In a "SECOND COUNT" it is charged that defendant and Trujillo "did * * * conspire * * * to do * * * an unlawful act, to-wit, a felony against Mrs. Claire Onofrio which felony was the crime of Assault with Intent to Commit Robbery. * * *."
Through the above underlined words is a heavy line in link which nearly obliterates the words; the record does disclose that this tampering was consummated on April 13, 1955, pursuant to written request of the district attorney, consented to by defendant's then appointed counsel and ordered by the court. The record discloses no sanction or consent to this mutilation and entire change of the nature of the offense charged by the person who verified the information and signed a sworn statement "that the offense therein charged was committed of this affiant's own personal knowledge."

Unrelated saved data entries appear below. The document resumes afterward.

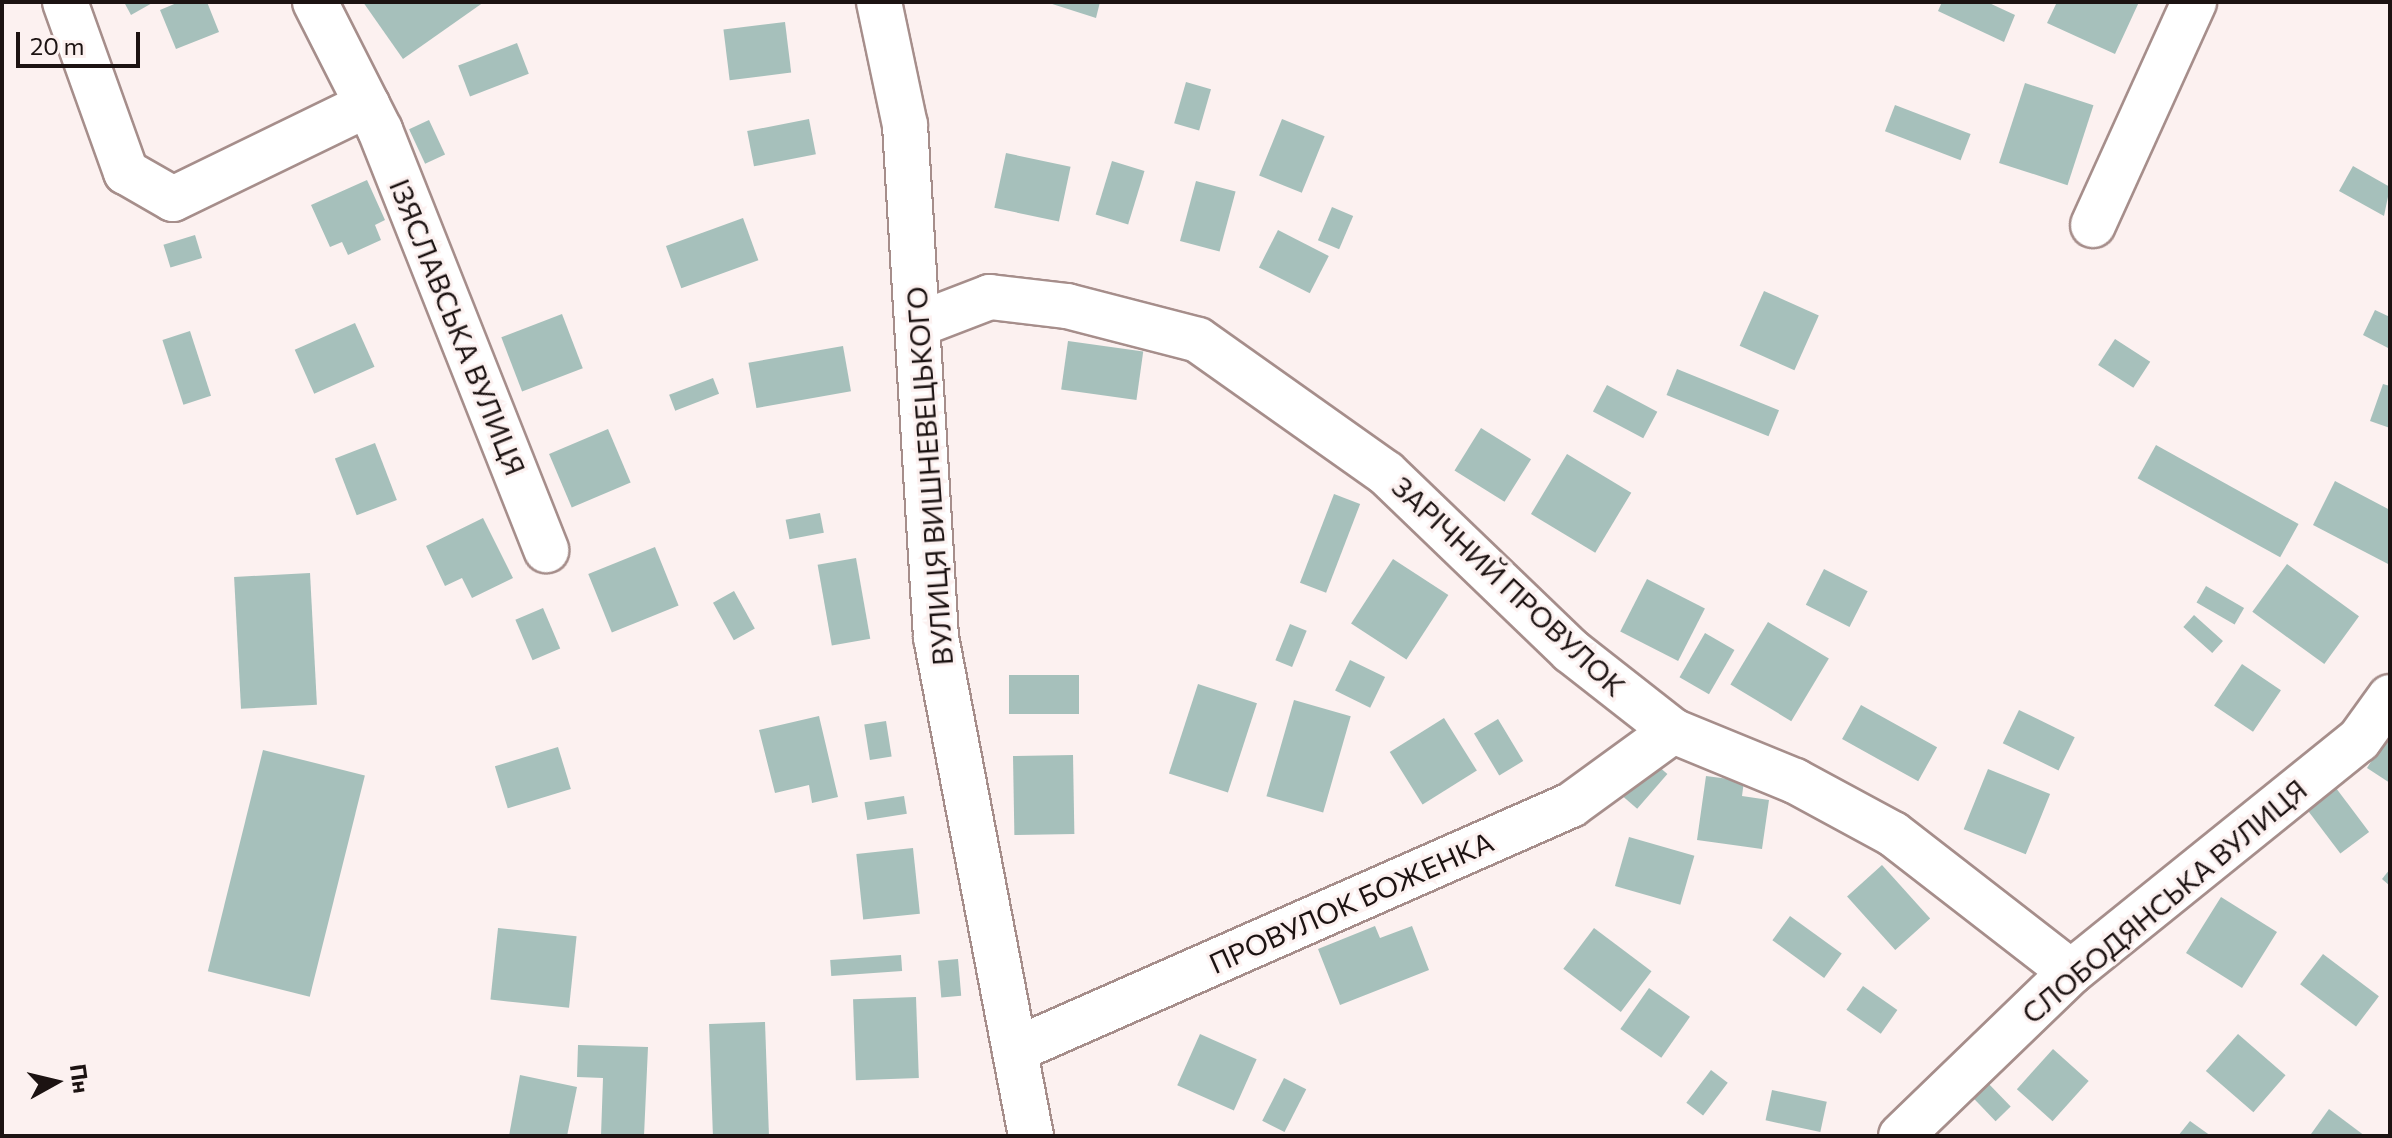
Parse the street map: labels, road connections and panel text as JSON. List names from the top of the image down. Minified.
{"streets":{"street":["ІЗЯСЛАВСЬКА ВУЛИЦЯ","ВУЛИЦЯ ВИШНЕВЕЦЬКОГО","ЗАРІЧНИЙ ПРОВУЛОК","СЛОБОДЯНСЬКА ВУЛИЦЯ","ПРОВУЛОК БОЖЕНКА"]},"crossings":[["ВУЛИЦЯ ВИШНЕВЕЦЬКОГО","ЗАРІЧНИЙ ПРОВУЛОК"],["ВУЛИЦЯ ВИШНЕВЕЦЬКОГО","ПРОВУЛОК БОЖЕНКА"],["ЗАРІЧНИЙ ПРОВУЛОК","СЛОБОДЯНСЬКА ВУЛИЦЯ"],["ЗАРІЧНИЙ ПРОВУЛОК","ПРОВУЛОК БОЖЕНКА"]],"scale_bar":"20 m","north":"right"}
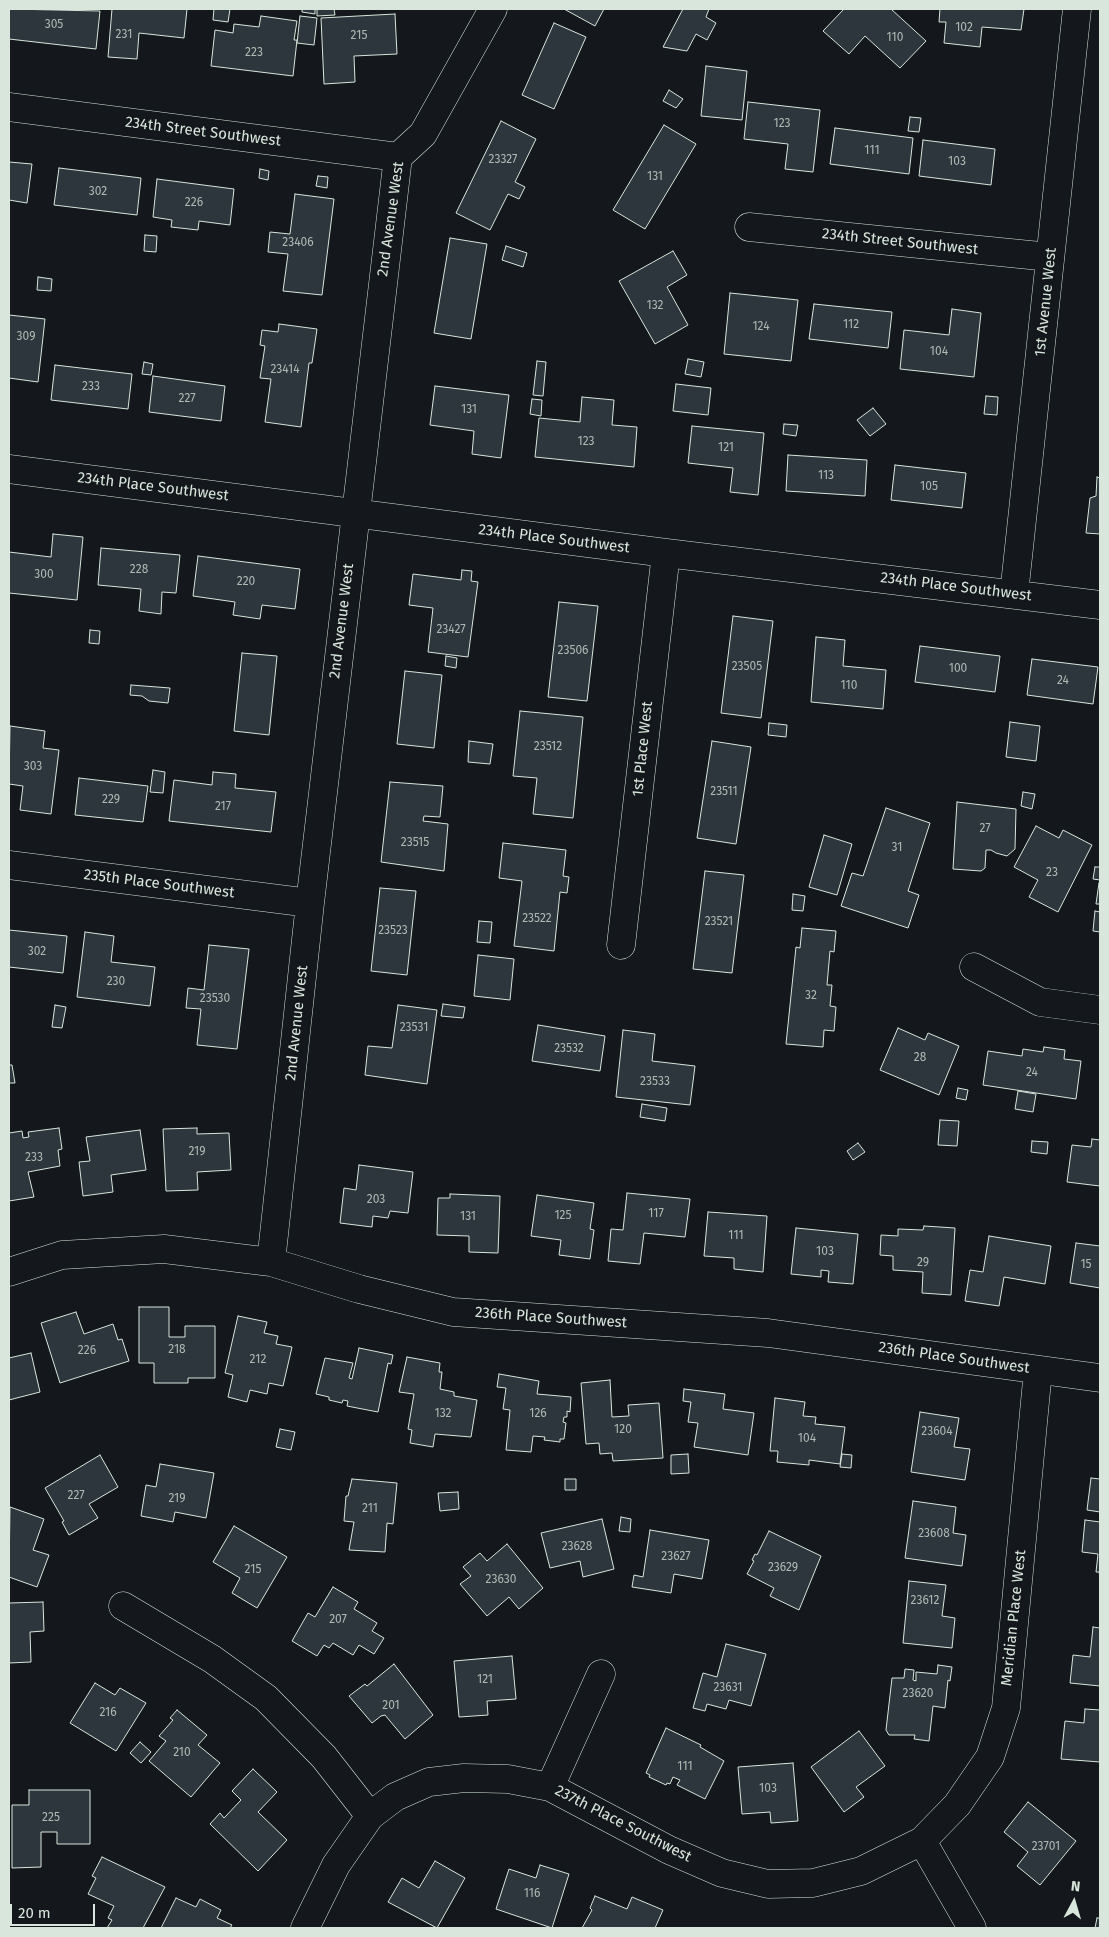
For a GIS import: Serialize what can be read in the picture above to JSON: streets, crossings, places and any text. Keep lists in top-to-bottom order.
{
  "streets": {
    "street": [
      "234th Street Southwest",
      "2nd Avenue West",
      "1st Avenue West",
      "234th Place Southwest",
      "1st Place West",
      "235th Place Southwest",
      "236th Place Southwest",
      "Meridian Place West",
      "237th Place Southwest"
    ]
  },
  "crossings": [
    ["234th Street Southwest", "2nd Avenue West"],
    ["234th Street Southwest", "1st Avenue West"],
    ["2nd Avenue West", "234th Place Southwest"],
    ["2nd Avenue West", "235th Place Southwest"],
    ["2nd Avenue West", "236th Place Southwest"],
    ["1st Avenue West", "234th Place Southwest"],
    ["234th Place Southwest", "1st Place West"],
    ["236th Place Southwest", "Meridian Place West"],
    ["Meridian Place West", "237th Place Southwest"]
  ],
  "house_numbers": [
    "305",
    "102",
    "231",
    "215",
    "110",
    "223",
    "123",
    "111",
    "23327",
    "103",
    "131",
    "302",
    "226",
    "23406",
    "132",
    "112",
    "124",
    "309",
    "104",
    "23414",
    "233",
    "227",
    "131",
    "123",
    "121",
    "113",
    "105",
    "228",
    "300",
    "220",
    "23427",
    "23506",
    "23505",
    "100",
    "24",
    "110",
    "23512",
    "303",
    "23511",
    "229",
    "217",
    "27",
    "23515",
    "31",
    "23",
    "23522",
    "23521",
    "23523",
    "302",
    "230",
    "32",
    "23530",
    "23531",
    "23532",
    "28",
    "24",
    "23533",
    "219",
    "233",
    "203",
    "117",
    "125",
    "131",
    "111",
    "103",
    "29",
    "15",
    "218",
    "226",
    "212",
    "132",
    "126",
    "120",
    "23604",
    "104",
    "227",
    "219",
    "211",
    "23608",
    "23628",
    "23627",
    "23629",
    "215",
    "23630",
    "23612",
    "207",
    "121",
    "23631",
    "23620",
    "201",
    "216",
    "210",
    "111",
    "103",
    "225",
    "23701",
    "116"
  ],
  "scale_bar": "20 m",
  "north": "top"
}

There also appears in the record a document purporting to be an information charging that the defendant "did make an assault * * * and * * * did rob, seize, steal, take and carry away THIRTY THREE DOLLARS * * * of the said Mrs. Claire Onofrio."
This document is signed by the district attorney, bears no date, is unverified, bears no filing stamp of the court, bears no authorization of the court for filing or order fixing bond; the names of no witnesses are endorsed thereon. How or when this vagrant information became a part of the record in this case is undisclosed.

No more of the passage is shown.